This year, Bible Study Fellowship (BSF) is going through the book of Revelation.
I can hear the sighs now. So many people have reservations about this highly controversial, heavily debated books. I grew up in the Left Behind era. We were inundated with debates about the plagues, whether the rapture would be “pre” or “post” (before or after the “tribulation”), or whether it was even in the Bible at all. Everybody had pet theories about who the anti-Christ was and what Babylon meant and when it was all going to go down. The end result was that a lot of people, like me, were sick of it all. Revelation, conveniently relegated to the end of the Bible, was equally conveniently relegated to the end of my Bible reading. Permanently. I would rather have read Amos three times a year than dig into the apocalyptic miasma of Revelation.
Getting to BSF was a challenge. I had a host of excuses and thought I’d better just wait till next year when we are doing the fairly safe book of John. John is about Jesus. I like Jesus. But most of all it’s about the past, so it’s hard to argue about what civilization Rome represents or what Jerusalem means. One day, however, all my excuses had run out. I had to go.
What a ride it has been. Never once have we been asked to predict the future. In fact, it doesn’t even seem like that’s what the book is about. I mean of course it is, in a way. But it is about Jesus, and the Father, and the people, and His church, and how hard life is, and how good God is.

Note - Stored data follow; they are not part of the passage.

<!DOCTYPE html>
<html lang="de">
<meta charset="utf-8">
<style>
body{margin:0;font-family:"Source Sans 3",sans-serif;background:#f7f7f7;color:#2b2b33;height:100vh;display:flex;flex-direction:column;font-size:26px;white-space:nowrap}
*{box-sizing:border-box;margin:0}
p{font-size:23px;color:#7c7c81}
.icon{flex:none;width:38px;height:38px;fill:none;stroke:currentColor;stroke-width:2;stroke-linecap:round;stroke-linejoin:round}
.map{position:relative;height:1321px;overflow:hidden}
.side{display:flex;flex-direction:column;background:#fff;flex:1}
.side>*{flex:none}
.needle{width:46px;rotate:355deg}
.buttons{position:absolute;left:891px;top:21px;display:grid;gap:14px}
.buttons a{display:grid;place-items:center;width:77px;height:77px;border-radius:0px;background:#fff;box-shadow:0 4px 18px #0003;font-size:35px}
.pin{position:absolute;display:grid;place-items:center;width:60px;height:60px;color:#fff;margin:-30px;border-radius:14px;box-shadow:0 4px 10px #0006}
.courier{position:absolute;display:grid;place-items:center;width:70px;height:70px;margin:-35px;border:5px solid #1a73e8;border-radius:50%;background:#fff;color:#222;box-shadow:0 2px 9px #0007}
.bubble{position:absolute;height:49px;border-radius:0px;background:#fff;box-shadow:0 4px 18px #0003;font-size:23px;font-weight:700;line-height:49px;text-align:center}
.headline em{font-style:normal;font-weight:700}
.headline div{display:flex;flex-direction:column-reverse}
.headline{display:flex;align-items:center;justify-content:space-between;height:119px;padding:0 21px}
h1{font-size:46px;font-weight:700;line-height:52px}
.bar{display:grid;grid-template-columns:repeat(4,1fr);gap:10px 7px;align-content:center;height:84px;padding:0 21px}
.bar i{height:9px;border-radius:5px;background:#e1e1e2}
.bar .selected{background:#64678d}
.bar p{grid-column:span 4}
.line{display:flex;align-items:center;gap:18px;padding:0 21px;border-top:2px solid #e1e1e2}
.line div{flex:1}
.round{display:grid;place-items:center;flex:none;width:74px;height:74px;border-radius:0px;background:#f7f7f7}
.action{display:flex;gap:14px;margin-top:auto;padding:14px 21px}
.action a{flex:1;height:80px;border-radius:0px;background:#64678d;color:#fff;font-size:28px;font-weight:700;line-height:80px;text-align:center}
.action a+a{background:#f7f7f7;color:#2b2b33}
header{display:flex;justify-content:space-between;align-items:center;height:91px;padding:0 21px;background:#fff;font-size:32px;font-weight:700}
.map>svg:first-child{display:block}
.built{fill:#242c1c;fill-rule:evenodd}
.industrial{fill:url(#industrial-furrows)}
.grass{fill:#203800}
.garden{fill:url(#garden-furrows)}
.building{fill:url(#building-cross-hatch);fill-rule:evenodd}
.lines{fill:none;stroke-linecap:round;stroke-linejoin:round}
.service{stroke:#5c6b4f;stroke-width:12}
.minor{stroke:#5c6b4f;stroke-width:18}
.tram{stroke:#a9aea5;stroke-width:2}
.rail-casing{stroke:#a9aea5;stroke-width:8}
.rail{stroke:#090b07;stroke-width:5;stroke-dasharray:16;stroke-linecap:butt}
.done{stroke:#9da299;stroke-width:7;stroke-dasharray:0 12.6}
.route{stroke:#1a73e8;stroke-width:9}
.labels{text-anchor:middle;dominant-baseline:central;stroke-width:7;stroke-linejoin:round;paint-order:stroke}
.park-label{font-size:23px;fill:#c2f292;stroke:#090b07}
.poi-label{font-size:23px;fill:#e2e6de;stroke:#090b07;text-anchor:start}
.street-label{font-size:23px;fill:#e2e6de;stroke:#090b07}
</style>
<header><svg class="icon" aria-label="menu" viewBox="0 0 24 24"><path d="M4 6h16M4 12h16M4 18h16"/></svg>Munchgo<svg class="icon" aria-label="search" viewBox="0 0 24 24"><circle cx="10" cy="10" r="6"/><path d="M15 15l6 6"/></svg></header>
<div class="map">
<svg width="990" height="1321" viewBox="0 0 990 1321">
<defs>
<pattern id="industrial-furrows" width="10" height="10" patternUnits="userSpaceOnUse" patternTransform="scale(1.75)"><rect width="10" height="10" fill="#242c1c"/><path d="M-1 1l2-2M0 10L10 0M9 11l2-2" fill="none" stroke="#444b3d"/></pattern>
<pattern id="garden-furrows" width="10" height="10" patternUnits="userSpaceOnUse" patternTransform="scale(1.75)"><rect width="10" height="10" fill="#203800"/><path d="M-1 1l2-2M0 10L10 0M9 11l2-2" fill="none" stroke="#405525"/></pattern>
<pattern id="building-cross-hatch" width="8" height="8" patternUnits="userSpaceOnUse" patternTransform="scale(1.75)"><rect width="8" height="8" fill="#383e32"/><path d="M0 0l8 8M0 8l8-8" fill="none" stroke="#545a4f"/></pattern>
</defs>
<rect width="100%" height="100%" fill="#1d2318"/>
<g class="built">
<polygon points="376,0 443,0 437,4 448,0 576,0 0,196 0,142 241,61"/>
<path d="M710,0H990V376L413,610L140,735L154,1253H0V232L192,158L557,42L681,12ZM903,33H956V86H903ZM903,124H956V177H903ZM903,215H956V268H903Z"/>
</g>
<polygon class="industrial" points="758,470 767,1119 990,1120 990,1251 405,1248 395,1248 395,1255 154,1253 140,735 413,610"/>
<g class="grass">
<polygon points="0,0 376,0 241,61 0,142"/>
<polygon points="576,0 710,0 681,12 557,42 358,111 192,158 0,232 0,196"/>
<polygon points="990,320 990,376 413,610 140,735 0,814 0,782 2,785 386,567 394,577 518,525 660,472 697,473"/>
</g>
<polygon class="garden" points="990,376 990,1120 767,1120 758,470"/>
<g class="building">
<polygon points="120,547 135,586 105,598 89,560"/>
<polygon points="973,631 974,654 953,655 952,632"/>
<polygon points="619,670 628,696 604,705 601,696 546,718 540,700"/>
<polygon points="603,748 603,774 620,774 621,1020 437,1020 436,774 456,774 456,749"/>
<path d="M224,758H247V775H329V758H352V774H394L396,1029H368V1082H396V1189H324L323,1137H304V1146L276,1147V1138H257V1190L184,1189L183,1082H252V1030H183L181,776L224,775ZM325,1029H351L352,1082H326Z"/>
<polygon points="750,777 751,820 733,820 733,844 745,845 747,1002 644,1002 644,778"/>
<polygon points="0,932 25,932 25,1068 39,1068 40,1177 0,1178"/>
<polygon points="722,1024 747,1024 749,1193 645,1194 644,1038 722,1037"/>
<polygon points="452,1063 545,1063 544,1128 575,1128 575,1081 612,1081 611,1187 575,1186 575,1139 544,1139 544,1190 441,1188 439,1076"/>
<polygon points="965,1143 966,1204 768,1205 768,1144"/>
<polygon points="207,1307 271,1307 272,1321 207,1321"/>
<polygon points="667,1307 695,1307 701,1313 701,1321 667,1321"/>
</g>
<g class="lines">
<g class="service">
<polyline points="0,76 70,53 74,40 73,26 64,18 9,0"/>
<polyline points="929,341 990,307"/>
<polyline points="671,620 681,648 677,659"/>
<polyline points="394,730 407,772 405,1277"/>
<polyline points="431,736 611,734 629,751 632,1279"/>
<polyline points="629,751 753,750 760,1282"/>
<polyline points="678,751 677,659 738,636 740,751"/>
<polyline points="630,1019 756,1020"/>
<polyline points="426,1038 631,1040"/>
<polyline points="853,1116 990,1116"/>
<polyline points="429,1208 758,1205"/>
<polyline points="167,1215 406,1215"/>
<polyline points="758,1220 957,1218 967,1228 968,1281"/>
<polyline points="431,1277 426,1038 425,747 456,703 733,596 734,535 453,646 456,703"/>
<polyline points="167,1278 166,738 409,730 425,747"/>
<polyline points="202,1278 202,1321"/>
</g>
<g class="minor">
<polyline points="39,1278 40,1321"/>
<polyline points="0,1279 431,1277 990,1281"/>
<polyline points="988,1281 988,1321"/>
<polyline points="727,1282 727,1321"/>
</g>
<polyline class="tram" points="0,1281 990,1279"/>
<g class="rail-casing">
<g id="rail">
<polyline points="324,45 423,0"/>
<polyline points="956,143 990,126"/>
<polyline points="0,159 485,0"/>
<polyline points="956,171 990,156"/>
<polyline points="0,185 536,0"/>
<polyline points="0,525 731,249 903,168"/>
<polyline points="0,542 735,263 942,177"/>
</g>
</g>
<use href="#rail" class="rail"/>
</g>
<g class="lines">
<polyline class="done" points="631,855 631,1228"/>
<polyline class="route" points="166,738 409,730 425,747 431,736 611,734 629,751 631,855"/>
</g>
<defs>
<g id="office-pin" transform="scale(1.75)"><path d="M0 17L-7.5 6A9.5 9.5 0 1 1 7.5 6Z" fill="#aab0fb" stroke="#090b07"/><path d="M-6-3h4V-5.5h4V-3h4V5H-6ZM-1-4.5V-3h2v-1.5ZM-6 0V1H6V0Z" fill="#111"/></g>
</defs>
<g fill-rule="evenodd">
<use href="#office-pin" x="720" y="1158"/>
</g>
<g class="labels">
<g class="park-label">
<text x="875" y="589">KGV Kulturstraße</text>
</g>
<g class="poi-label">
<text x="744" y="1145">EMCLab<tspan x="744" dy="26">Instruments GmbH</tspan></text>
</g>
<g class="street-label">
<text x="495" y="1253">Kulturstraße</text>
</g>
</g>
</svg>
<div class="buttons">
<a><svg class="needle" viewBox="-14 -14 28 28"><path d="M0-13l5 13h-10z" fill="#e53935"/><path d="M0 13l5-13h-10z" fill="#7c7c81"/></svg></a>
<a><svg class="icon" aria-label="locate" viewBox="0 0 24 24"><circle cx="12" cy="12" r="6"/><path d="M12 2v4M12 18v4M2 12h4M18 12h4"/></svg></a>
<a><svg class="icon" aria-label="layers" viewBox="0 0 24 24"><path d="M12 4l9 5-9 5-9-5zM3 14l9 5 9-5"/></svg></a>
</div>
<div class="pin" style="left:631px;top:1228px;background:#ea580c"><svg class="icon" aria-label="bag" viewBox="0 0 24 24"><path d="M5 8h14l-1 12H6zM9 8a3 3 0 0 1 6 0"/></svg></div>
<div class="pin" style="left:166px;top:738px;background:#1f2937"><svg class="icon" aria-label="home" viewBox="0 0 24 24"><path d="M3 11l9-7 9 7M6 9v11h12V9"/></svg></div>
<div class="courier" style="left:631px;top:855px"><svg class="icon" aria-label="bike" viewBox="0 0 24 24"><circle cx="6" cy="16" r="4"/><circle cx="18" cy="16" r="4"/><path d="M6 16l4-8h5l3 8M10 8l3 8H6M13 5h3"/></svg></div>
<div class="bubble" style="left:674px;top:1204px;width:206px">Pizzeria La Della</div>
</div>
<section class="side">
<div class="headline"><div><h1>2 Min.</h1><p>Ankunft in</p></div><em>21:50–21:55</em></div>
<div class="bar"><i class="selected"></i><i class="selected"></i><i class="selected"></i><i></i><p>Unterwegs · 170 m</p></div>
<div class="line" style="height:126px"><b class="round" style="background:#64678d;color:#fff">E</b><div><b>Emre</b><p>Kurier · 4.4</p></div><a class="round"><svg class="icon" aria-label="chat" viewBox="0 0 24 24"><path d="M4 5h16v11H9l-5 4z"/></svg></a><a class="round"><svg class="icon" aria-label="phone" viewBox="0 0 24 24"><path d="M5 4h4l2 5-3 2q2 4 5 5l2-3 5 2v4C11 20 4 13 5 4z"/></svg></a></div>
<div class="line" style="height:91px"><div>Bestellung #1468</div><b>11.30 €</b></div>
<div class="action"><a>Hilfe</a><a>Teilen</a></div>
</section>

It is about suffering. Mercy. Forgiveness. Justice. Patience. Judgement. Hope.
It’s about a God who created a beautiful world of light and music and dancing, with good food and beautiful places, and marvelous creatures, and then filled it with people who could enjoy and appreciate it with him. It’s about people who chose to worship and adore and desire those beautiful things rather than the Giver of those things. It’s about a Father who waited patiently, telling his children over and over again that the pretty lights and shiny toys wouldn’t last, and that those things couldn’t love them or satisfy them; Who withheld punishment until there was no hope left, and no other alternative.
And finally He takes it all away.
And those who loved Him and understood that they could appreciate and rejoice in the beauty and the music and the dancing as the gifts of a great and loving Father were given a place to be with their truest Love forever, in the presence of the undiluted glory itself.
And those who loved only the things, and themselves, and who twisted these things and called them better or right or true, and forgot about the greatest Love that first made those things, lost them forever.
It is the story of a Father and his children. It is a call to all those children to appreciate the beauty of the world, but love only the Creator of them.